Below are the records; locate each line with the word "list" and copy it.
==============================
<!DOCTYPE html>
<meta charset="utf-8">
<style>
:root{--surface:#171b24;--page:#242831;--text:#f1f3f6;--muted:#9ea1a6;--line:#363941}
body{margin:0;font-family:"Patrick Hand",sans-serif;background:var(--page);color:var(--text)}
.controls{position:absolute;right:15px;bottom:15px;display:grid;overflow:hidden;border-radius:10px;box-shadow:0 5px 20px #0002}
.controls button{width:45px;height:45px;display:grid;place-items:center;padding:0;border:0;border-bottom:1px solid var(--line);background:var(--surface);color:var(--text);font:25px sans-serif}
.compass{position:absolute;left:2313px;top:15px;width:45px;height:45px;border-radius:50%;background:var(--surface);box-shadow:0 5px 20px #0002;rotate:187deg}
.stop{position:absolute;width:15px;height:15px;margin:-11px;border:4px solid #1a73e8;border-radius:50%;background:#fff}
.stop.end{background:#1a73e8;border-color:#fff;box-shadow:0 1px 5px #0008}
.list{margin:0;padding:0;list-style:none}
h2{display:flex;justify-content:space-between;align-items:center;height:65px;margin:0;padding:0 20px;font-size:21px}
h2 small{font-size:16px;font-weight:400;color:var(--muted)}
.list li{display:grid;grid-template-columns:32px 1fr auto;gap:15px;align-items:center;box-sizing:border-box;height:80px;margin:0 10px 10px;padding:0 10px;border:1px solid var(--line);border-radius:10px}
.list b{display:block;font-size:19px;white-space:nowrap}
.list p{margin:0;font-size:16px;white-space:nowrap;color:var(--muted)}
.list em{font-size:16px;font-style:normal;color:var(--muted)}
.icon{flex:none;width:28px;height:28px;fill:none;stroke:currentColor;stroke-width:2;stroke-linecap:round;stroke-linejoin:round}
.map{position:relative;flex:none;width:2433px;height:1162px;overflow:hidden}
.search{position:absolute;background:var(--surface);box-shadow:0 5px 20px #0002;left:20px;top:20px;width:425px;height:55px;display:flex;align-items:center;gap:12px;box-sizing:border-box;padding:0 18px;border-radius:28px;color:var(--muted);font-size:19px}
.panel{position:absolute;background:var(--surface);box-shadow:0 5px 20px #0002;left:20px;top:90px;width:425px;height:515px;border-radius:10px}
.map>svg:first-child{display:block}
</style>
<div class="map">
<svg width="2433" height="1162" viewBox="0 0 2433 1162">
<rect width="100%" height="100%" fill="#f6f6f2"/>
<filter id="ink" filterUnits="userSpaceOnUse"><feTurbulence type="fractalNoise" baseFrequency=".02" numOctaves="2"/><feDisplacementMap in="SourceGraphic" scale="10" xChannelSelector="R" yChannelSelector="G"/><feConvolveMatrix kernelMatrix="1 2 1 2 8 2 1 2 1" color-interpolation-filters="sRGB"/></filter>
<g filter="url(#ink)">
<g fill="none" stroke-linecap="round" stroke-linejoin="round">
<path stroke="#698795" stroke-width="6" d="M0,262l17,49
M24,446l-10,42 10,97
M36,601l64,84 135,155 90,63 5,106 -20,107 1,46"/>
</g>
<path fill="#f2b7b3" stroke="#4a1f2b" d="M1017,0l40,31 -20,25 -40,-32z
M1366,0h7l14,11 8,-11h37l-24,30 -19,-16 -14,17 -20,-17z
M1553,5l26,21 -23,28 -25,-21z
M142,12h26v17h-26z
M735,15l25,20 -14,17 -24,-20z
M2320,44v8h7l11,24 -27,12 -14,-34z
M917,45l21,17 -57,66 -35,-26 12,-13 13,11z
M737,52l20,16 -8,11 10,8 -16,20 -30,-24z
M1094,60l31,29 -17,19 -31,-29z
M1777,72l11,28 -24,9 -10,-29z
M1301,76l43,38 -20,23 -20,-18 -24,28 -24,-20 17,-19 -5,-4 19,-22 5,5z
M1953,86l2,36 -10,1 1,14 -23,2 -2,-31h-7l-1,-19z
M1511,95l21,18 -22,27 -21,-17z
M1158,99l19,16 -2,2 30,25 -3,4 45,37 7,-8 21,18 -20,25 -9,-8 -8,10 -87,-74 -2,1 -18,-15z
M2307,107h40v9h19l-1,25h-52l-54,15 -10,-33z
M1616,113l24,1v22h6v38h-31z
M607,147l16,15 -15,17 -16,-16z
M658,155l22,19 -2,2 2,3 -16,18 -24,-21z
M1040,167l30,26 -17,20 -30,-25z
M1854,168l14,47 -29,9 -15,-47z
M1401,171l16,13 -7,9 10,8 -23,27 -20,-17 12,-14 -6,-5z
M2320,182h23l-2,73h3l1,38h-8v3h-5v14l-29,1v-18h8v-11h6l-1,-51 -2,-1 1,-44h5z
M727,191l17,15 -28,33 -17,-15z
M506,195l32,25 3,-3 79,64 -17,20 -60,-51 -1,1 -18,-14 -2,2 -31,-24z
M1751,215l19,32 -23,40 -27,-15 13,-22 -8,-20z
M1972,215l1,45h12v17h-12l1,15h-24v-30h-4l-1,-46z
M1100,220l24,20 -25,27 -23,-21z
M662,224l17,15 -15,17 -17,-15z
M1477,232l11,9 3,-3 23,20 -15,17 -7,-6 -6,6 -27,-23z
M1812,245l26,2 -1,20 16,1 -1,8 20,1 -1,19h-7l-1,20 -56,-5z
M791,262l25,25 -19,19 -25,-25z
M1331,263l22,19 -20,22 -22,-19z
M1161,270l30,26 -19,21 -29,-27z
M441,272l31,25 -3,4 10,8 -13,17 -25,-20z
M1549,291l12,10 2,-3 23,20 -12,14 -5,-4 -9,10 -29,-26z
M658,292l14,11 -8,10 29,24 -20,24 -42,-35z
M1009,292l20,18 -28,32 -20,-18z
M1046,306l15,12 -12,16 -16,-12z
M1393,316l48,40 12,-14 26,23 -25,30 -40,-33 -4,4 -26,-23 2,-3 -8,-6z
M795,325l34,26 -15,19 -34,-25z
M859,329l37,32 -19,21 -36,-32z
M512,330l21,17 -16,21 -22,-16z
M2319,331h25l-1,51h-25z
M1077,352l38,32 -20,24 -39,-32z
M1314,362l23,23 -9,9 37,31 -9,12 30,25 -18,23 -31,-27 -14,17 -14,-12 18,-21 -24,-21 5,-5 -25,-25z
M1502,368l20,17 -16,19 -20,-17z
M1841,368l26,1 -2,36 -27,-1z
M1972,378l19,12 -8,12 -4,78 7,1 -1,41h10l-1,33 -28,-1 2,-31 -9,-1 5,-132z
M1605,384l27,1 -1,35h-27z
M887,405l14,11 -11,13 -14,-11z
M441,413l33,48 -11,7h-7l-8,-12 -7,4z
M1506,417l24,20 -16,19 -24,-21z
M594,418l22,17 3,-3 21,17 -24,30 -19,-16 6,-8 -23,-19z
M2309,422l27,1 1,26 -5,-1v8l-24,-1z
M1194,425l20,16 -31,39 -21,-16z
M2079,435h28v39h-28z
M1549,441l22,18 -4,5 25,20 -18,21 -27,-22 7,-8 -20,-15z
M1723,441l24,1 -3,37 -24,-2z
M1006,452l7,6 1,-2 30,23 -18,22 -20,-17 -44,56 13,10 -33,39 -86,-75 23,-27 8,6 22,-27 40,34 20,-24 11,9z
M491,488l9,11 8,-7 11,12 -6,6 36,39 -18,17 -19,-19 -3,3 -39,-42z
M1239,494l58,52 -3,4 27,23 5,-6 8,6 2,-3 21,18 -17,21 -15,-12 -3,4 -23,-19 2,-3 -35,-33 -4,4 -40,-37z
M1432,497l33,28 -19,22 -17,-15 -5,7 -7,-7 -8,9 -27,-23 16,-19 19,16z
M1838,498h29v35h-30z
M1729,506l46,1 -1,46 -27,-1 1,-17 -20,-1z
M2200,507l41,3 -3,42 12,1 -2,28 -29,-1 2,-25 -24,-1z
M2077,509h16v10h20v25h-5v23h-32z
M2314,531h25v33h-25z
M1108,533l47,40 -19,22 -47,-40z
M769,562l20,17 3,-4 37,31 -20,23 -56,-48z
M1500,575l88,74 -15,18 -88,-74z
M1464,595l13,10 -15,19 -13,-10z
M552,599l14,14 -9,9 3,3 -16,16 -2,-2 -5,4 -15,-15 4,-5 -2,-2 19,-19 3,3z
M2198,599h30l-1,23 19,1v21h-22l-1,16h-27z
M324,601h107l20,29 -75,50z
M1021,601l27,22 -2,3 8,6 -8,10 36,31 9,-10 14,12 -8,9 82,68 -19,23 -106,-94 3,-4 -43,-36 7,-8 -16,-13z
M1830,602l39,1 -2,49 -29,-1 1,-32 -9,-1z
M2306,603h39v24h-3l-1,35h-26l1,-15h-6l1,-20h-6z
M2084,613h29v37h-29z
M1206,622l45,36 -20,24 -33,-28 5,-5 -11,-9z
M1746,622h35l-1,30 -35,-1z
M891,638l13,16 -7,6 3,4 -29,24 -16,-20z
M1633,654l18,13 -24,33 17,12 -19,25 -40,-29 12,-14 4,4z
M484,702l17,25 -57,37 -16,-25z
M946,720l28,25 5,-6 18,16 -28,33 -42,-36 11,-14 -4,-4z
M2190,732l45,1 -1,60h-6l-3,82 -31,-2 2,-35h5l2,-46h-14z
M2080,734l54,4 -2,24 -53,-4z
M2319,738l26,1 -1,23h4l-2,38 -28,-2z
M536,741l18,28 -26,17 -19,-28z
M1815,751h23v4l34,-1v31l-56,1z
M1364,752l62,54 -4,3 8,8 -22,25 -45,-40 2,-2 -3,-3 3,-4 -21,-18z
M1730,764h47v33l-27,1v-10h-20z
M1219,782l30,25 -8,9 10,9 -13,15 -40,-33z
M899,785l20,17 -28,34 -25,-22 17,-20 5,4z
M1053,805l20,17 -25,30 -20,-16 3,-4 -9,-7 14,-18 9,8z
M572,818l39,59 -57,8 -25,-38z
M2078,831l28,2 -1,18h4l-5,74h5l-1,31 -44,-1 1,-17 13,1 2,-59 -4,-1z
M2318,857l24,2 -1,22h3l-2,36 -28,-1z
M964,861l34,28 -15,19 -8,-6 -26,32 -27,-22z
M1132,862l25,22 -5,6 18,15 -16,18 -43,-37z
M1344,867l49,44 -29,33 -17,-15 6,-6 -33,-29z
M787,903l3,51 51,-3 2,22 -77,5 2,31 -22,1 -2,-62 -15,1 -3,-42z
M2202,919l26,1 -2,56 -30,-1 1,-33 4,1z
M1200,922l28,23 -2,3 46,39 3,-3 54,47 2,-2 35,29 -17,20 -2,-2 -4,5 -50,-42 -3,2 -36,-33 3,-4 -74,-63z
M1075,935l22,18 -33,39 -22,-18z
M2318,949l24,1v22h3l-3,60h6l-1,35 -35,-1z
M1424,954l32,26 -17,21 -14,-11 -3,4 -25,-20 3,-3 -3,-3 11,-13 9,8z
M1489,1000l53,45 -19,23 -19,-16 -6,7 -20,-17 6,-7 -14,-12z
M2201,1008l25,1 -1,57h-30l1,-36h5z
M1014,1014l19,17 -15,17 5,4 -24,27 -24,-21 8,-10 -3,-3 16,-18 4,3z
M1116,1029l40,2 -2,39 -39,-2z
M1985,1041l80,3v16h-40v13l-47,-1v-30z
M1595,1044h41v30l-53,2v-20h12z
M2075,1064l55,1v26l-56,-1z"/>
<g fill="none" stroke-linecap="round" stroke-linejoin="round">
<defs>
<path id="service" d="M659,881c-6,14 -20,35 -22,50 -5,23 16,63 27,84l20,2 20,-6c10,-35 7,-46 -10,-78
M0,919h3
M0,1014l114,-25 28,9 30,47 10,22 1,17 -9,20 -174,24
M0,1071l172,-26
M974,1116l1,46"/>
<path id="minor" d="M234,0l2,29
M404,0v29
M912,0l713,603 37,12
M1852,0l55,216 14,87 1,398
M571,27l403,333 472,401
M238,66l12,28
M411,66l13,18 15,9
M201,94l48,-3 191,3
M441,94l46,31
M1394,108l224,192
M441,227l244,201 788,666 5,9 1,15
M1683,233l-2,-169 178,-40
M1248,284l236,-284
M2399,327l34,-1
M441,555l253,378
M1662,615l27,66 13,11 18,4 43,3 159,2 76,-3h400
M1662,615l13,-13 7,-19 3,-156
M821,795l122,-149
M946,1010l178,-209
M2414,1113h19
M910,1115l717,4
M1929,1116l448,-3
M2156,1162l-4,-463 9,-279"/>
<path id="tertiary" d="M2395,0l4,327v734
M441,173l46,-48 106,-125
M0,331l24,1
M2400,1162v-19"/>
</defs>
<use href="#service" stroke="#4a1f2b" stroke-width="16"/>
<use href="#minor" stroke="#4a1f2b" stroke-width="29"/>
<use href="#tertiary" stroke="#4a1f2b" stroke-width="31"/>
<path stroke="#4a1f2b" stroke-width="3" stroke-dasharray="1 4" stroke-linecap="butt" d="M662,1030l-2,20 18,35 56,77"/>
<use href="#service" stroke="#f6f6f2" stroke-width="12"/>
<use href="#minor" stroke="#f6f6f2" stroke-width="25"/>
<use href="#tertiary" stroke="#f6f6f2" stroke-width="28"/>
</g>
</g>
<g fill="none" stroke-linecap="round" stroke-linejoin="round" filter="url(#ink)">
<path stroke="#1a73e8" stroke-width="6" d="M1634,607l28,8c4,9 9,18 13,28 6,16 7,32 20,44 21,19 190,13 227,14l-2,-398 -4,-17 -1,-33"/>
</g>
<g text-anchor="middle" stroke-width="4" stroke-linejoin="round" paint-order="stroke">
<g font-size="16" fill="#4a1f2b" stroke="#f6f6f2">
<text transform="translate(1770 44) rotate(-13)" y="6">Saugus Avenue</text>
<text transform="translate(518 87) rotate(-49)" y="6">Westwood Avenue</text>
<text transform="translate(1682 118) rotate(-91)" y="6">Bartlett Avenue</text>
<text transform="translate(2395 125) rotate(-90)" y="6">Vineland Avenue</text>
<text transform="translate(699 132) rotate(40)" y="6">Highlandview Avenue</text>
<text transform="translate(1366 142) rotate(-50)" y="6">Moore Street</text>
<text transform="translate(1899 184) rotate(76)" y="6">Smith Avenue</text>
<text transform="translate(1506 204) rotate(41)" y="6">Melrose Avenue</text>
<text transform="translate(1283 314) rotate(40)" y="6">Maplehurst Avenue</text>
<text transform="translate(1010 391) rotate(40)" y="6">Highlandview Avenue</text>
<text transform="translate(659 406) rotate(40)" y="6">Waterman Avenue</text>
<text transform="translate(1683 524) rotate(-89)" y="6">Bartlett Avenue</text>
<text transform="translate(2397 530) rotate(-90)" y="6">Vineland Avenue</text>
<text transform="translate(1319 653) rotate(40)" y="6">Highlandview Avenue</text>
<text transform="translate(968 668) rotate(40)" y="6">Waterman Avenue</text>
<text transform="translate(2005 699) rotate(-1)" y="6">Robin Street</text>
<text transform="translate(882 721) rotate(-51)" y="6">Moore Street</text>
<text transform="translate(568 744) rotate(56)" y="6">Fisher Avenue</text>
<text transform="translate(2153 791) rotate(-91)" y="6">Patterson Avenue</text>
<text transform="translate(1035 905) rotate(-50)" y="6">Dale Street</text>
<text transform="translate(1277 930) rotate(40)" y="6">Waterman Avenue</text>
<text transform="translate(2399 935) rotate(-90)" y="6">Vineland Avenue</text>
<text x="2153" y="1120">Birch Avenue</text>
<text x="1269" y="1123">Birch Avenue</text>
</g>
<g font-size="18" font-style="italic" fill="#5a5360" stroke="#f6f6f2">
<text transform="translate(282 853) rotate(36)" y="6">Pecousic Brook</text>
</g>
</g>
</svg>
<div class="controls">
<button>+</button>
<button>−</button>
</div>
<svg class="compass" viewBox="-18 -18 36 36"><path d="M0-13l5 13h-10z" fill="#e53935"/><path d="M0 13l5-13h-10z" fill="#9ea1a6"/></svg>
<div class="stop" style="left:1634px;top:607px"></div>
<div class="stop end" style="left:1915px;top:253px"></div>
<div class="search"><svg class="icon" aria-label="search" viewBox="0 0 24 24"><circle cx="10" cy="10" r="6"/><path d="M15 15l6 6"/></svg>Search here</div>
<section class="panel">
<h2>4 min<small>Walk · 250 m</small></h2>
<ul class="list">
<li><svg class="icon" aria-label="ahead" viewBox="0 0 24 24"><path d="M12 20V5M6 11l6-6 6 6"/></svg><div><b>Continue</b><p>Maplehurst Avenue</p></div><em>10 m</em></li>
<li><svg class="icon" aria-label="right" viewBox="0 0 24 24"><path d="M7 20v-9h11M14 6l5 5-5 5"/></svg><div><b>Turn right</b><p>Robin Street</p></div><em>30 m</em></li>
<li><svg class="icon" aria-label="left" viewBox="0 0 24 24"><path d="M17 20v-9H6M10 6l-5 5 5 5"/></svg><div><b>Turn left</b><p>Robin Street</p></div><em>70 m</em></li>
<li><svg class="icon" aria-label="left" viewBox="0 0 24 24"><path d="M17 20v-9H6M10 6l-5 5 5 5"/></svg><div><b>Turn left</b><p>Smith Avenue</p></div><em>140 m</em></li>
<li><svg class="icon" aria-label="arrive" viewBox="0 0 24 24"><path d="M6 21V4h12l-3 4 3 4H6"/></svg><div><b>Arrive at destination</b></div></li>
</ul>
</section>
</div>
==============================
ANSWER AREA -
.list{margin:0;padding:0;list-style:none}
.list li{display:grid;grid-template-columns:32px 1fr auto;gap:15px;align-items:center;box-sizing:border-box;height:80px;margin:0 10px 10px;padding:0 10px;border:1px solid var(--line);border-radius:10px}
.list b{display:block;font-size:19px;white-space:nowrap}
.list p{margin:0;font-size:16px;white-space:nowrap;color:var(--muted)}
.list em{font-size:16px;font-style:normal;color:var(--muted)}
<ul class="list">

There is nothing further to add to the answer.